» Problem: Please copy every line with the string "district" from the entries below.

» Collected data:
_ _ _ _
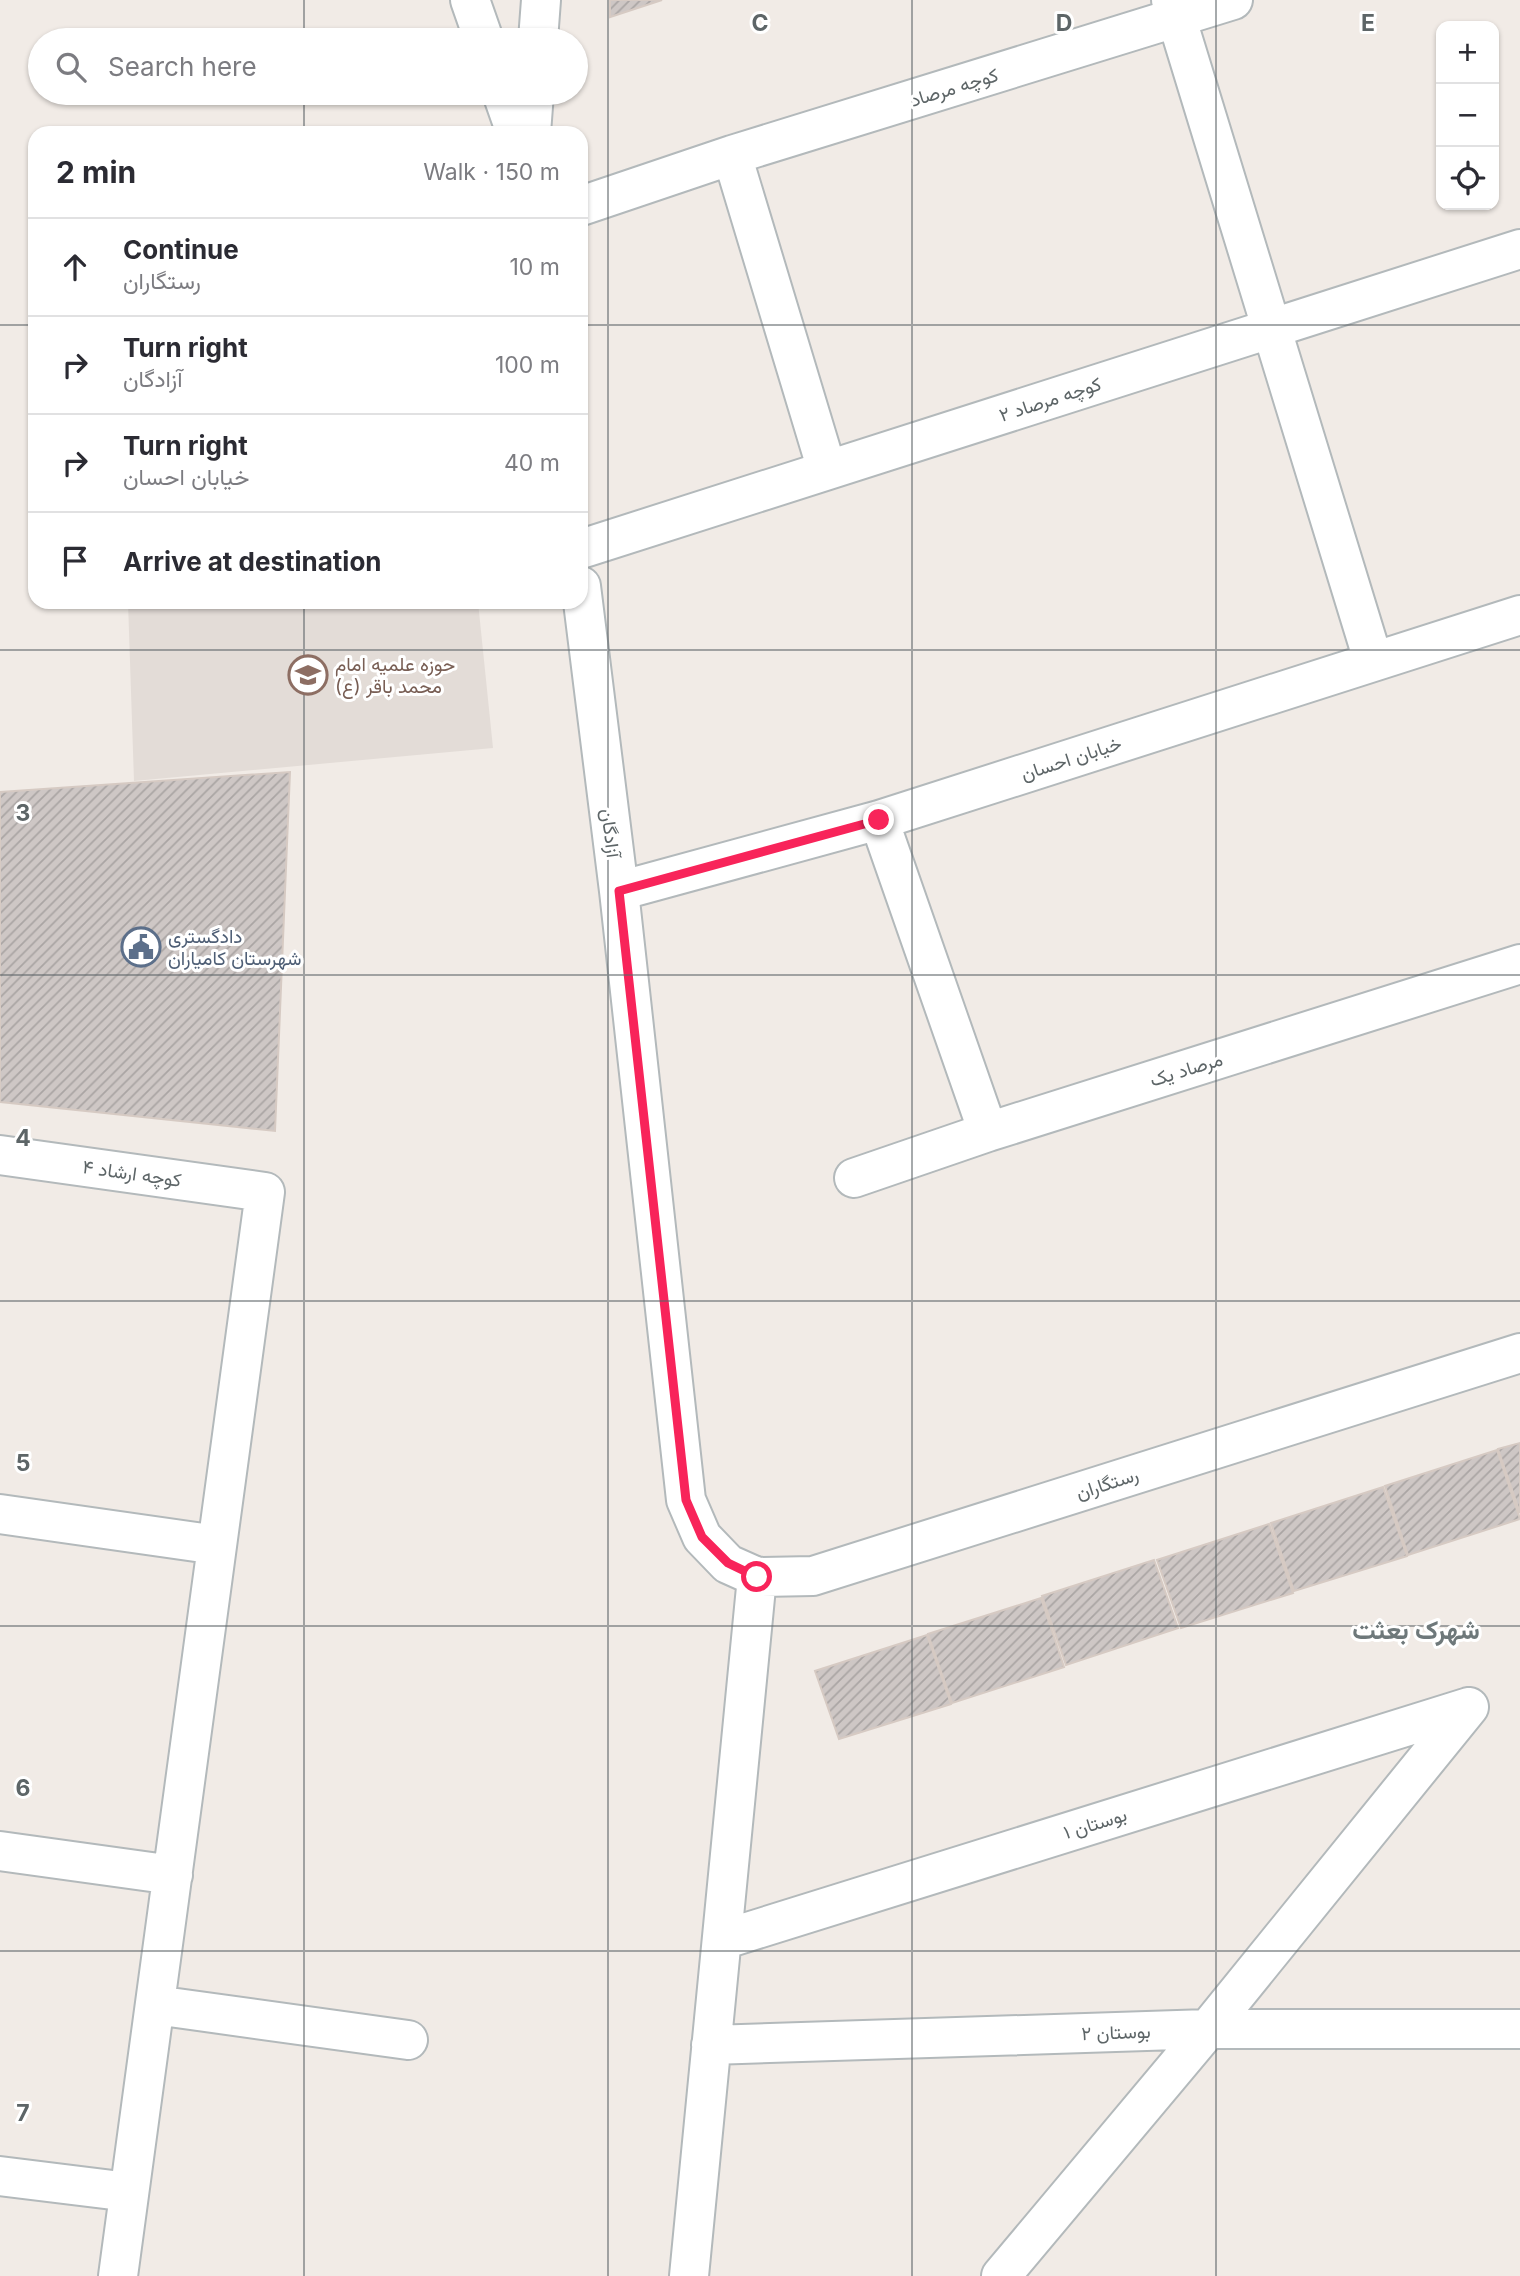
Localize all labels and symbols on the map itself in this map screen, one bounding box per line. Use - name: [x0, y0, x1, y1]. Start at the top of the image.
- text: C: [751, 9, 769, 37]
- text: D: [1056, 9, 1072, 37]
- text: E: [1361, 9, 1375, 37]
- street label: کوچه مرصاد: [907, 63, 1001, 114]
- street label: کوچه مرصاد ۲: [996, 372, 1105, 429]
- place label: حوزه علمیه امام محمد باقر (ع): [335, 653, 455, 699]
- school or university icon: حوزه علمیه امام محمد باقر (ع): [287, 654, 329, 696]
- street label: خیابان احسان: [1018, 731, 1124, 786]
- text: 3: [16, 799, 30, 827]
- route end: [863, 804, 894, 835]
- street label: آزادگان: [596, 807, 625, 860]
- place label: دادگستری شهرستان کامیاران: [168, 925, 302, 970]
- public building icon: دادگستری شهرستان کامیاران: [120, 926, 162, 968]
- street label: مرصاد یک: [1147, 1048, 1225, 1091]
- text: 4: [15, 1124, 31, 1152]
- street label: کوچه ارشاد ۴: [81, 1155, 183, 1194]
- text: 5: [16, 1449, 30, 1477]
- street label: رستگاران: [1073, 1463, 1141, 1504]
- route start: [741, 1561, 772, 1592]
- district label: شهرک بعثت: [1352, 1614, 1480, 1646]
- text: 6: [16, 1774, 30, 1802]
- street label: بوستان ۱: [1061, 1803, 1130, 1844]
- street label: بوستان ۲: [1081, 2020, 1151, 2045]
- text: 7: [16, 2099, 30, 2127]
_ _ _ _
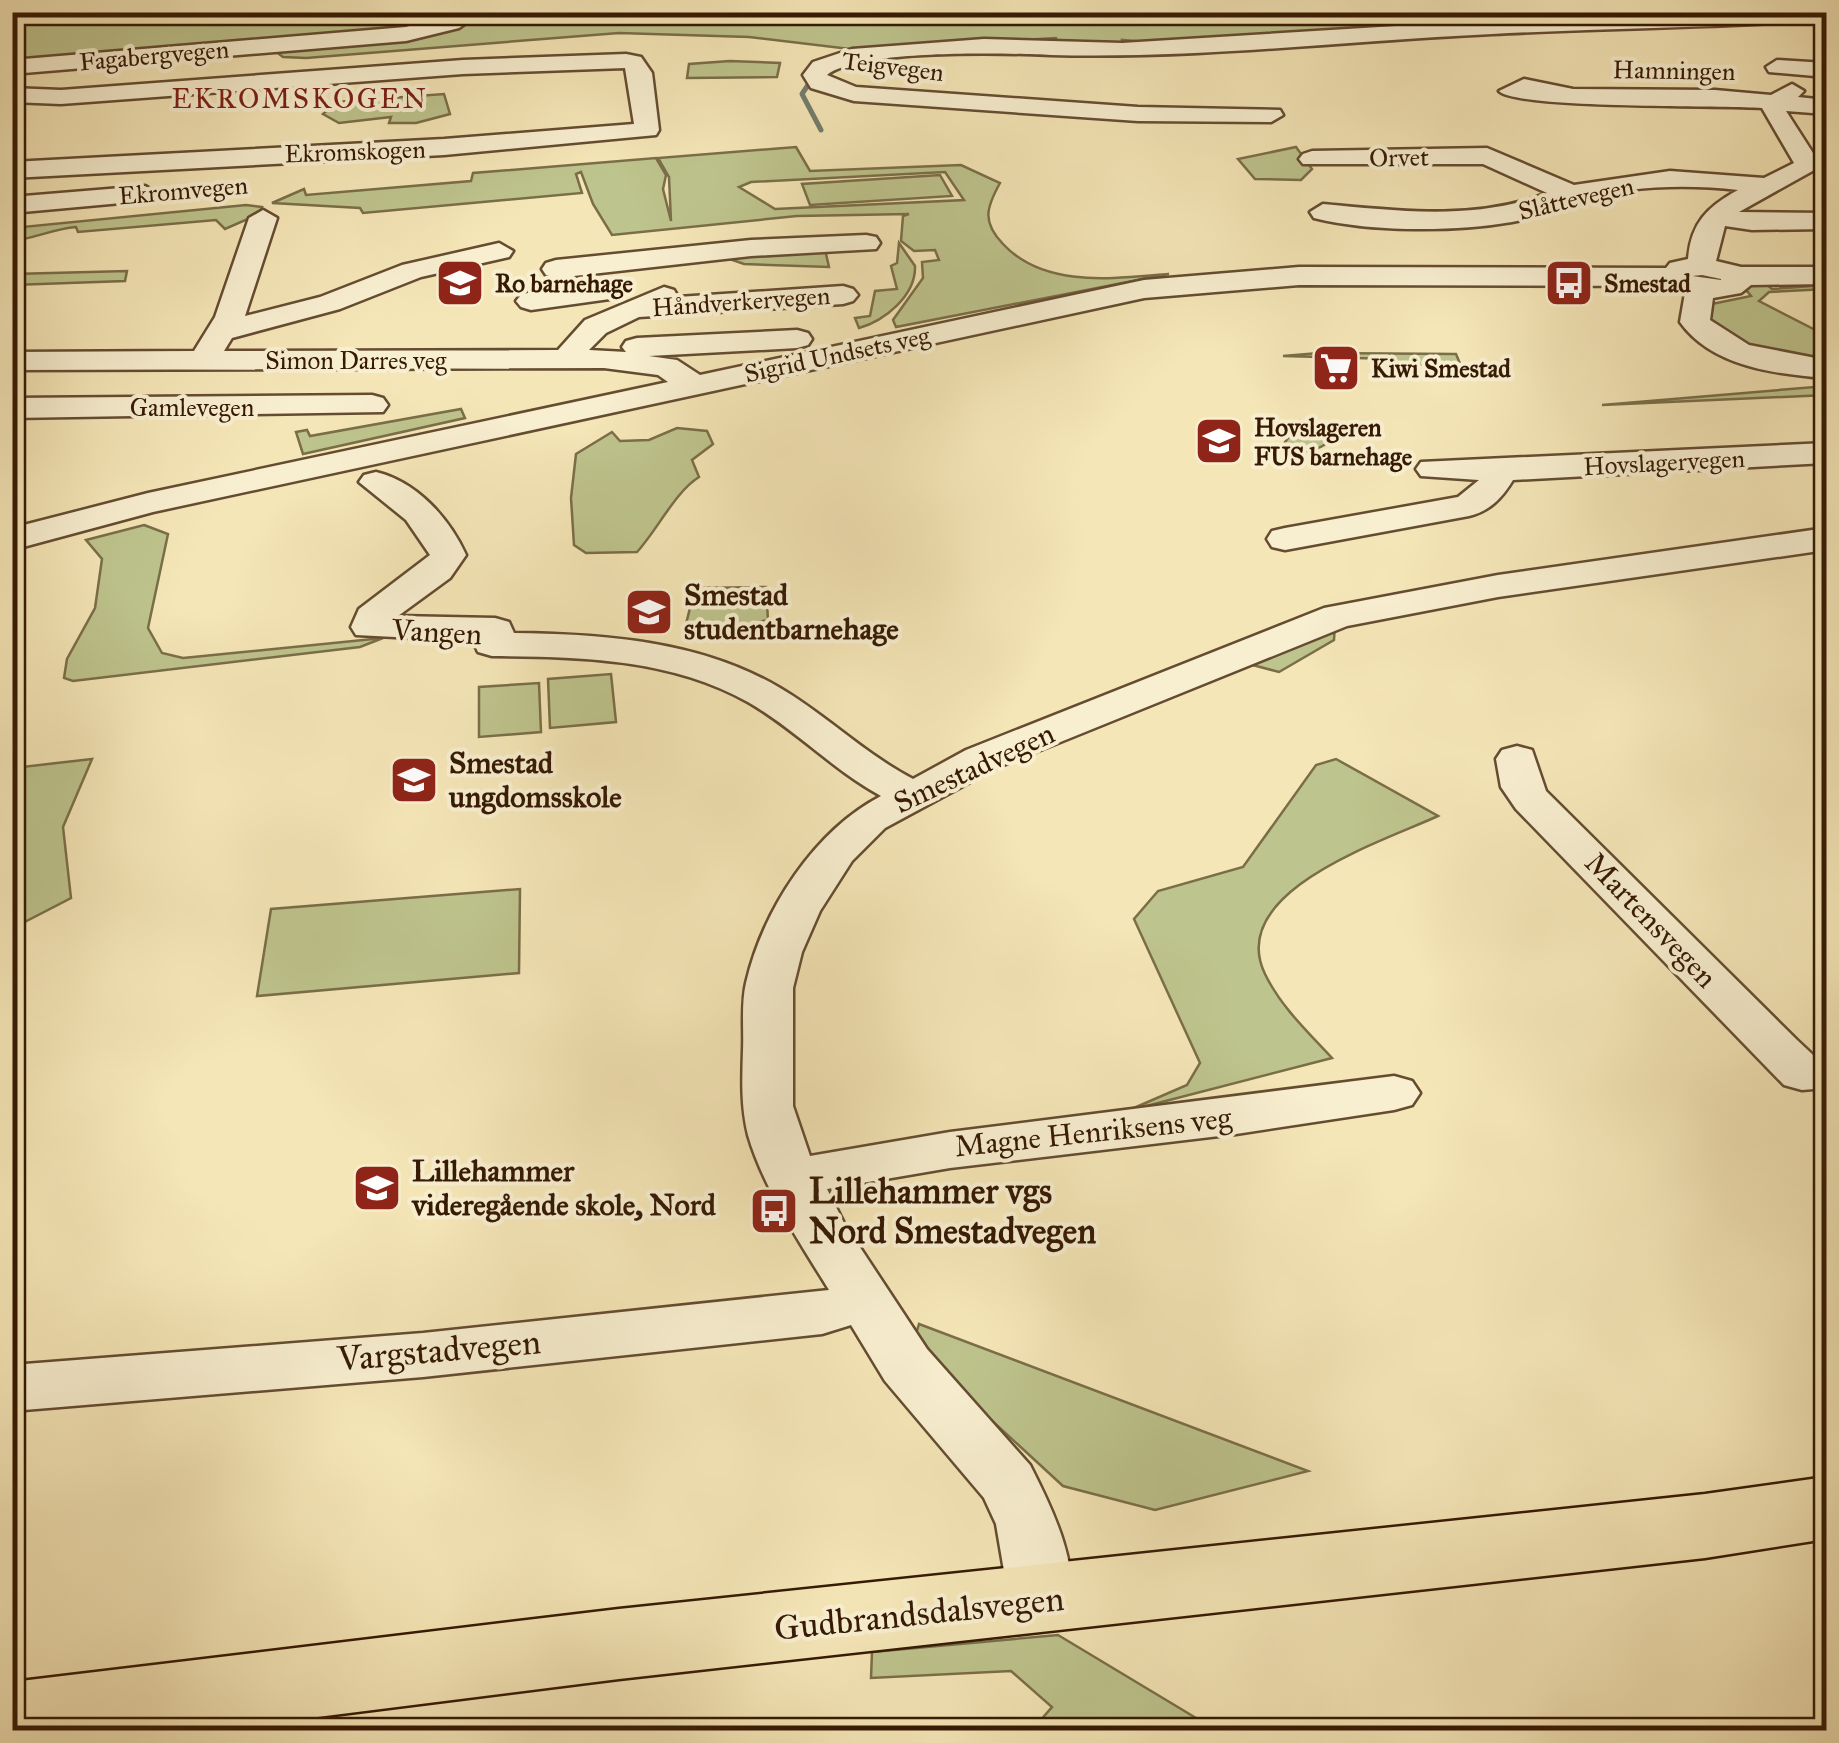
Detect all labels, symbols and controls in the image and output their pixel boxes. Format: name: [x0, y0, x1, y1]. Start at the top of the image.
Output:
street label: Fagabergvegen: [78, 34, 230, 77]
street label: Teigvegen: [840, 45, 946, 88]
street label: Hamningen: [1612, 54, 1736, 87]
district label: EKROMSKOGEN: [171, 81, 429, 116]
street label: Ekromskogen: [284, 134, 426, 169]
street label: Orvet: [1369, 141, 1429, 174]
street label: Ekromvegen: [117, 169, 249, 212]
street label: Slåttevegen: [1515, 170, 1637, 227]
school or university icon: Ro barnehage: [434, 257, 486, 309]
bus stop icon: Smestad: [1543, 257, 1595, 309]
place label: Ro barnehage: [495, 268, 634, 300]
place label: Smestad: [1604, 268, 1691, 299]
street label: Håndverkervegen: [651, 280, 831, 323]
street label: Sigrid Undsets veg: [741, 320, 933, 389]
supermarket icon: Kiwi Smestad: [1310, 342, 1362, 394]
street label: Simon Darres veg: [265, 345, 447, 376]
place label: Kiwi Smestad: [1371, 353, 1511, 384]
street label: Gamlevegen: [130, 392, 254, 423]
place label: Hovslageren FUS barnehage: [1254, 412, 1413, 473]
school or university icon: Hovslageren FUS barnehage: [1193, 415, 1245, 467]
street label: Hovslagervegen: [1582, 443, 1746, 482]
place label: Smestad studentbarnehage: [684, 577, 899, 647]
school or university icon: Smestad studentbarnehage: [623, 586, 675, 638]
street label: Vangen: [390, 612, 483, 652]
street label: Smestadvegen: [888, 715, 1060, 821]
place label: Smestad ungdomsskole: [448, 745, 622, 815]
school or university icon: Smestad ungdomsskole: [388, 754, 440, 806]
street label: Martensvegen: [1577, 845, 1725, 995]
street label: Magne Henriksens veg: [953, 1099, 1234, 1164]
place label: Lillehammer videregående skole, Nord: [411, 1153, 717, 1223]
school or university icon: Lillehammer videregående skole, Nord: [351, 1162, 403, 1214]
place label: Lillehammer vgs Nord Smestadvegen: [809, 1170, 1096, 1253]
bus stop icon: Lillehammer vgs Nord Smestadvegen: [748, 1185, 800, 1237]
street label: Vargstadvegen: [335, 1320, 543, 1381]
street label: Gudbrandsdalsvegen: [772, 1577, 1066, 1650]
_ _ _ _
» Response:
- district label: شهرک بعثت: [1352, 1614, 1480, 1646]
district label: EKROMSKOGEN: [171, 81, 429, 116]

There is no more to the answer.